Every time we see evidence of governments in a position to pump more money into the system to keep things from falling apart, market participants take it as a sign that things will never fall apart given what seems to be a global coordinated effort to prop the financial system. In Spain, more money will now be allocated to help alleviate the stresses in the banking sector, while in China, a combination of only slightly softer data coupled with contained inflation readings, gives further ammunition to the PBOC to apply additional accommodation to monetary policy. Investors therefore feel comforted by the fact that their governments will continue to keep things as easy as possible even at the risk of longer-term threats.
Perhaps the success that we have see from this strategy out of the US offers additional comfort with this approach, as there have been clear signs of recovery within the US economy throughout this period of ultra-accommodative monetary policy and quantitative easing. At the same time, we also would remind investors that the overriding trend in the market is still risk negative and the rebound that we are seeing can also be attributed to some necessary corrective price action following some intense moves in recent weeks. We contend that this is ultimately the more likely scenario and as such, we would be looking for opportunities to sell risk rallies when the Euro trades into the 1.2800-1.3000 area.
EUR/USD:The market is in the process of correcting from some violently oversold levels after breaking to yearly lows just under 1.2300. While our overall outlook remains grossly bearish, from here we still see room for short-term upside before a fresh lower top is sought out. Look for the latest positive weekly close to open the door for acceleration into the 1.2800-1.3000 area, where fresh offers are likely to re-emerge. Setbacks should be well supported ahead of 1.2400.
USD/JPY:The latest setbacks have been rather intense, with the market collapsing through the 200-Day SMA before finally finding support by 77.65. We have since seen attempts at recovery and we contend that the market should continue to break higher, with sights ultimately set on a retest and break of the 2012 highs by 84.20 further up. However, at this point, we will need to see a break and close back above 80.00 to officially alleviate downside pressures and reaffirm bullish outlook.
GBP/USD: Daily studies are now correcting from oversold and from here risks seem tilted to the upside to allow for a necessary short-term corrective bounce after setbacks stalled just shy of the 2012 lows from January. Look for the latest daily close back above 1.5440 to strengthen short-term bullish outlook, with acceleration projected into the 1.5800 area where a fresh lower top will be sought out in favor of underlying bear trend resumption. Only a close back under 1.5400 delays.

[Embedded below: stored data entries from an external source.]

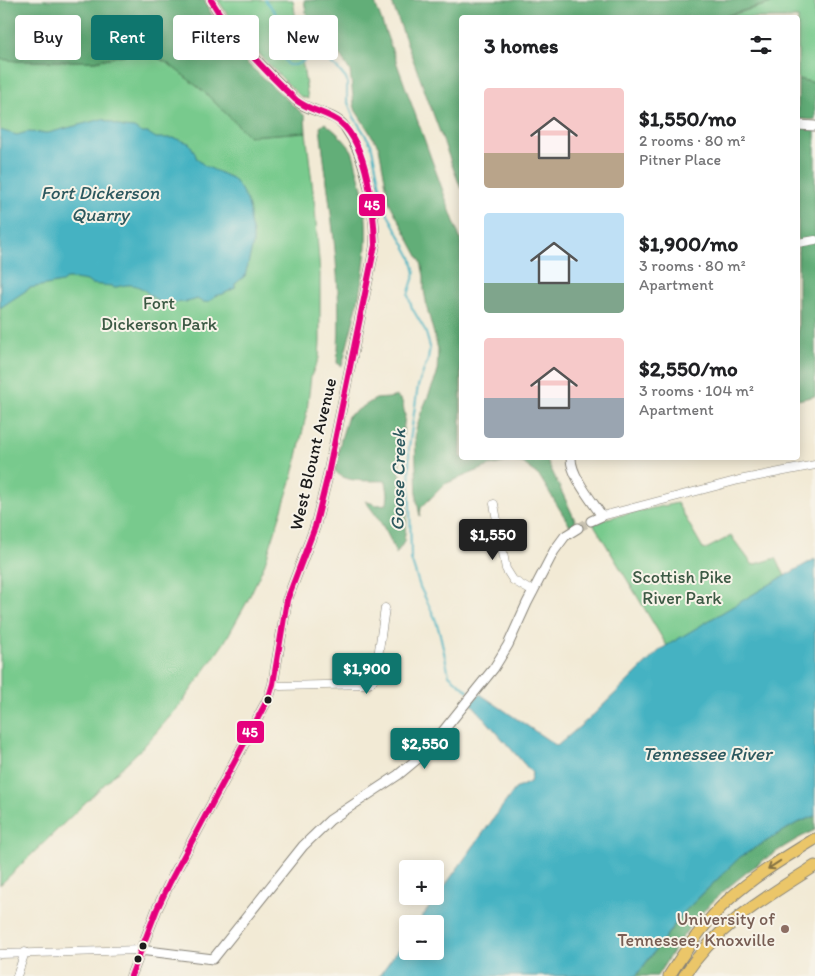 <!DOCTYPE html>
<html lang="en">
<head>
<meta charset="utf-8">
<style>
	:root { --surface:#fff; --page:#f2f2f2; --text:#202124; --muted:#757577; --accent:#0f766e }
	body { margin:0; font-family:Itim,sans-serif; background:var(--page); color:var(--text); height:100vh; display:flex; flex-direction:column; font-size:19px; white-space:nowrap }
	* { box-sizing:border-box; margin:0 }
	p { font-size:16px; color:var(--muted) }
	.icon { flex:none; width:28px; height:28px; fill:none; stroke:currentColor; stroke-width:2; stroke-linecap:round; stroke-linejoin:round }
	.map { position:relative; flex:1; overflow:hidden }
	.sheet { position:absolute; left:459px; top:15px; width:341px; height:445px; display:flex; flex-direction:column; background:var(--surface); border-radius:5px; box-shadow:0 2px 12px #0003 }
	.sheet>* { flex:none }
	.top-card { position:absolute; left:15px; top:15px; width:369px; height:45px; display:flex; gap:10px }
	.buttons { position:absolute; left:399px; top:860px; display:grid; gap:10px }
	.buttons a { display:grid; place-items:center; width:45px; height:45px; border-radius:5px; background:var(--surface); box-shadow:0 2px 12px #0003; font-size:25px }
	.price { position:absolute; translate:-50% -42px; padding:0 11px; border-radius:5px; background:var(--accent); color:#fff; font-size:16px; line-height:32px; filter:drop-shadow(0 1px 2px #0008) }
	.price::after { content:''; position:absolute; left:50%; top:30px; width:15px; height:11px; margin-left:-8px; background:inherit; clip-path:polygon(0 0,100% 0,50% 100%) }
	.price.current { background:#222; color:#fff }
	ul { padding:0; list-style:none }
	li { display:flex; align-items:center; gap:15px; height:125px; padding:0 25px }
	li span { display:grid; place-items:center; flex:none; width:140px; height:100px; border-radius:5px; color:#555 }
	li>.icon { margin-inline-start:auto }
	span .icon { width:60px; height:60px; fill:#fffc; stroke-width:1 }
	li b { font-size:21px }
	h2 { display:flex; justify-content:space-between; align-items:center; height:60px; padding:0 25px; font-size:21px }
	.chip { padding:0 18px; border-radius:5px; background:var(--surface); box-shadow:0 2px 12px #0003; font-size:18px; line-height:45px }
	.chip.current { background:var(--accent); color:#fff }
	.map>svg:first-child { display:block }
	.green { fill:#78ca8d; stroke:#4a7354 }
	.forest { fill:#62ae78; stroke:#3f654a }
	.water { fill:#45b2c2; stroke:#30676f }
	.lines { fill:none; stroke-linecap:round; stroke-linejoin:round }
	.stream { stroke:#45b2c2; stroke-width:2 }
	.tertiary-tunnel { stroke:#c7c1b0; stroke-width:9; stroke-dasharray:9 4.5; stroke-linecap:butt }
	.minor-casing { stroke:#878378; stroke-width:9 }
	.tertiary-casing { stroke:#878378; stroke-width:11 }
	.primary-casing { stroke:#878378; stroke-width:13 }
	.minor { stroke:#fff; stroke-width:8 }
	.tertiary { stroke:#fff; stroke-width:9 }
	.primary { stroke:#ebc669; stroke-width:11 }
	.bus-1-casing { stroke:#f7f3e8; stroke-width:10 }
	.bus-1 { stroke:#e5007d; stroke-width:6 }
	.oneway { stroke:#847142 }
	.bus-dot { fill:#1c1c1c; stroke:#f7f3e8; stroke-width:2 }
	.education-dot { fill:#8d6e63; stroke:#f7f3e8; stroke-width:2 }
	.labels { text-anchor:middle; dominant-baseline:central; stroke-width:4; stroke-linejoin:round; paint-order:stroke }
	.park-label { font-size:18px; fill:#3c5944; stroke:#f7f3e8 }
	.street-label { font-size:18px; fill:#1c1c1c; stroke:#f7f3e8 }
	.education-label { font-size:18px; fill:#785e54; stroke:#f7f3e8; text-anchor:end }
	.water-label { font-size:19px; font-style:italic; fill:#2c585e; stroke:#f7f3e8 }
	.line-badge { stroke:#f7f3e8; stroke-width:2 }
	.badge-label { font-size:14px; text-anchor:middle; font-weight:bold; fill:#fff }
</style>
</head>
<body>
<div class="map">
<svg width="815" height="976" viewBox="0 0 815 976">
	<rect width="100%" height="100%" fill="#f7f3e8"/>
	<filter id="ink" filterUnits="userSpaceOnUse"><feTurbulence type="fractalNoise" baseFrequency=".02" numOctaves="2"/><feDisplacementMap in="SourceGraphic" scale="10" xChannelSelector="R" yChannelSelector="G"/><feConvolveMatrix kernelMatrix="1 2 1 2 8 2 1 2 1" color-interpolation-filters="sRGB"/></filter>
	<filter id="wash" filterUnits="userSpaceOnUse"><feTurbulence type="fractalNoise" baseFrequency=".0096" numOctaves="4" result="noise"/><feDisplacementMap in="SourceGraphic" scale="20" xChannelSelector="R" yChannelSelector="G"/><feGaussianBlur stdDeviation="1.12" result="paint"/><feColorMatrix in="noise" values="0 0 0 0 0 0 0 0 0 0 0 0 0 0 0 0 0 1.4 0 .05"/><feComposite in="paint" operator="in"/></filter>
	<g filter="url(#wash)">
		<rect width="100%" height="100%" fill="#f2ead5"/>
		<path class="green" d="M218 0H293L308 99 300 96C270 66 240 36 218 0Z
			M796 0H815V83L798 79V18H721L775 2Z
			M132 53 158 58 169 64 203 91 249 136 306 132 315 208 320 274V342L319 358 311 376 307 411 293 475 265 563 247 602 224 643 181 704 145 745 0 885V59L17 61H95Z
			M677 503 704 550 731 536 753 565 776 558 785 576 667 646 593 523 603 519Z"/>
		<path class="forest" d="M0 0H204L229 47 305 116 306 132 249 136 203 91 169 64 158 58 132 53 95 61H17L0 59Z
			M304 0H374L461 241V458H546L576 522 570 526 540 477 523 463 512 461 489 466 445 484 421 508 420 516 417 501 415 433 421 413 437 375 438 349 428 312 424 290V276L421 262 389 202 379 147 356 111 354 105 350 71 338 52 321 51 312 47Z
			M391 0H796L775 2 721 17 461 18V189Z
			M798 79 815 83V120L798 119Z
			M325 123C334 130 346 141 352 151 355 158 356 166 358 173 378 240 358 302 342 366L337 363C344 285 329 205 320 127Z
			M798 125 815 126V396L798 400Z
			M396 396 402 401 405 415 399 470 406 490 407 515 404 542 396 554C389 534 378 517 365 501L377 505 387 504 388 494 386 481C370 480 346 484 335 471L341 439 348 416C353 413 373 400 376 399 383 398 389 399 396 396Z
			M815 816V830C775 849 728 883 699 916 683 934 670 956 657 976H636L684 912 740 857 797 823Z"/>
		<path class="water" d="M102 119 123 127 134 128 142 133H148L156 138H174L189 143 194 151 197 159 205 166 232 178 240 188 247 200 250 211V222L253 234V244L245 276 235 284V288L223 294 215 296C210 303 204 304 197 299 186 304 175 301 164 305 141 291 142 279 113 288L112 286 91 284 87 281 75 279H66L62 282 30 288 0 308V130L17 135 27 132 48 133Z
			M815 559V816L797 823 740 857 684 912 636 976H379L407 937 408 951H435V924H417L515 789 530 782 532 773 471 703 480 694 557 746 593 715 661 649 772 583Z"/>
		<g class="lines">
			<path class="stream" d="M265 0C272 8 279 16 282 27 285 42 278 53 288 65H295L304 61
				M313 58 323 57 338 69 347 80V100L354 117 371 144 385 209 411 257 415 273 408 295 412 308 425 330 430 347 428 359 418 386 409 447 411 559 420 587 435 618 440 634 449 675 468 691"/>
		</g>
	</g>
	<g filter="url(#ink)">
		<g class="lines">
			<path class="tertiary-tunnel" d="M578 528 591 521"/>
			<g class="minor-casing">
				<path id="minor" d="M798 243 815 240
					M494 504 506 569 513 580 533 592
					M602 516 739 480 815 465
					M273 684 280 686 369 684 375 678 385 608
					M0 954 140 950
					M17 976 25 952"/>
			</g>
			<g class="tertiary-casing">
				<path id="tertiary" d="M798 125 815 126
					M571 458C571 476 592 501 602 516L591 521
					M140 950 213 959 303 846 330 820 398 775 427 751 494 668 508 645 527 603 554 551 565 536 578 528
					M131 976 157 909 170 882 269 697 273 684 287 600 315 527 327 479 375 245C374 206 368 160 345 127 335 114 314 112 301 104 294 100 288 91 282 86 256 60 229 33 211 0"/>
			</g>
			<g class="primary-casing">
				<path id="primary" d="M669 976C686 949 704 923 727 901 754 876 784 858 815 839
					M684 976C717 925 765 898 815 866"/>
			</g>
			<use href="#minor" class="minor"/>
			<use href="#tertiary" class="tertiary"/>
			<use href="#primary" class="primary"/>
			<g class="bus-1-casing">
				<path id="bus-1" d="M131 976 157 909 170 882 269 697 273 684 287 600 315 527 327 479 375 245C374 212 368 146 341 123 328 112 309 111 296 100 264 70 233 38 211 0"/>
			</g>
			<use href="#bus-1" class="bus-1"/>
		</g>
		<defs><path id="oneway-shaft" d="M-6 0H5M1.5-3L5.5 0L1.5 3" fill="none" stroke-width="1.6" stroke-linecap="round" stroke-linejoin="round" transform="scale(1.25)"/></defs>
		<use class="oneway" href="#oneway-shaft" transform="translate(774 865) rotate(147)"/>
	</g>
	<g class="bus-dot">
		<circle cx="268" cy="700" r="4.5"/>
		<circle cx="143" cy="946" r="4.5"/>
		<circle cx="138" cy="959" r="4.5"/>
	</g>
	<circle class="education-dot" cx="785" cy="929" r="5"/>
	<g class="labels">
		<g class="park-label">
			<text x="159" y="303">Fort<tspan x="159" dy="21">Dickerson Park</tspan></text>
			<text x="682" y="577">Scottish Pike<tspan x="682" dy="21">River Park</tspan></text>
		</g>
		<g class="street-label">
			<text transform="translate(313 454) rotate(-77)">West Blount Avenue</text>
		</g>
		<g class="education-label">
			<text x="775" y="919">University of<tspan x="775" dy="21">Tennessee, Knoxville</tspan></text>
		</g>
		<g class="water-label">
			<text x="100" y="192">Fort Dickerson<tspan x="100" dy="22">Quarry</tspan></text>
			<text transform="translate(398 480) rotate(-89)">Goose Creek</text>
			<text x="707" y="753">Tennessee River</text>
		</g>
	</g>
	<g class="line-badge">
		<rect x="358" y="193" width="28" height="24" rx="5" fill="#e5007d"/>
		<rect x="236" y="720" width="29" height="24" rx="5" fill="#e5007d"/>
	</g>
	<g class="badge-label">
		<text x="372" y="210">45</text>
		<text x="250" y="737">45</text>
	</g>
</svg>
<div class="buttons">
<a>+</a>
<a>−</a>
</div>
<b class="price current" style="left:493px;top:561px">$1,550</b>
<b class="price" style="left:367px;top:695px">$1,900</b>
<b class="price" style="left:425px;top:770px">$2,550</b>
<div class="top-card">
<a class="chip">Buy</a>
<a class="chip current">Rent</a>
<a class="chip">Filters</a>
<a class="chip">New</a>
</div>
<section class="sheet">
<h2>3 homes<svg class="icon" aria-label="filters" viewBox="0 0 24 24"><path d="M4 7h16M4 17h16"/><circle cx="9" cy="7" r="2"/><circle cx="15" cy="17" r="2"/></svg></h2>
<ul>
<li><span style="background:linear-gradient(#f6c9c9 65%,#b9a48a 0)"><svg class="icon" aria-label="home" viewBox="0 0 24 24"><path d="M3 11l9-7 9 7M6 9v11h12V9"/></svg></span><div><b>$1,550/mo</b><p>2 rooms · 80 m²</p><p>Pitner Place</p></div></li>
<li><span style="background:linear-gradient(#bfe0f5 70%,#7fa58c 0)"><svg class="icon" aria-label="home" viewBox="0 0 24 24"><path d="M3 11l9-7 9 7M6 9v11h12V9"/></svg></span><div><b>$1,900/mo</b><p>3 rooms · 80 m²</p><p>Apartment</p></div></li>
<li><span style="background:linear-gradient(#f6c9c9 60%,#9aa5b1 0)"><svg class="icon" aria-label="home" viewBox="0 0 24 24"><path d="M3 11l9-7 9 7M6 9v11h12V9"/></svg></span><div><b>$2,550/mo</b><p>3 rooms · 104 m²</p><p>Apartment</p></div></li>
</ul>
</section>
</div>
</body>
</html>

USD/CHF: While we retain a broader bullish outlook for this pair, with the market seen establishing back above parity over the coming weeks, shorter-term risks are for more of a corrective pullback to allow for the market to establish a fresh higher low. As such, we see risks for weakness over the coming sessions towards the 0.9200-0.9300 area before the market looks to reassert its bullish momentum and broader uptrend.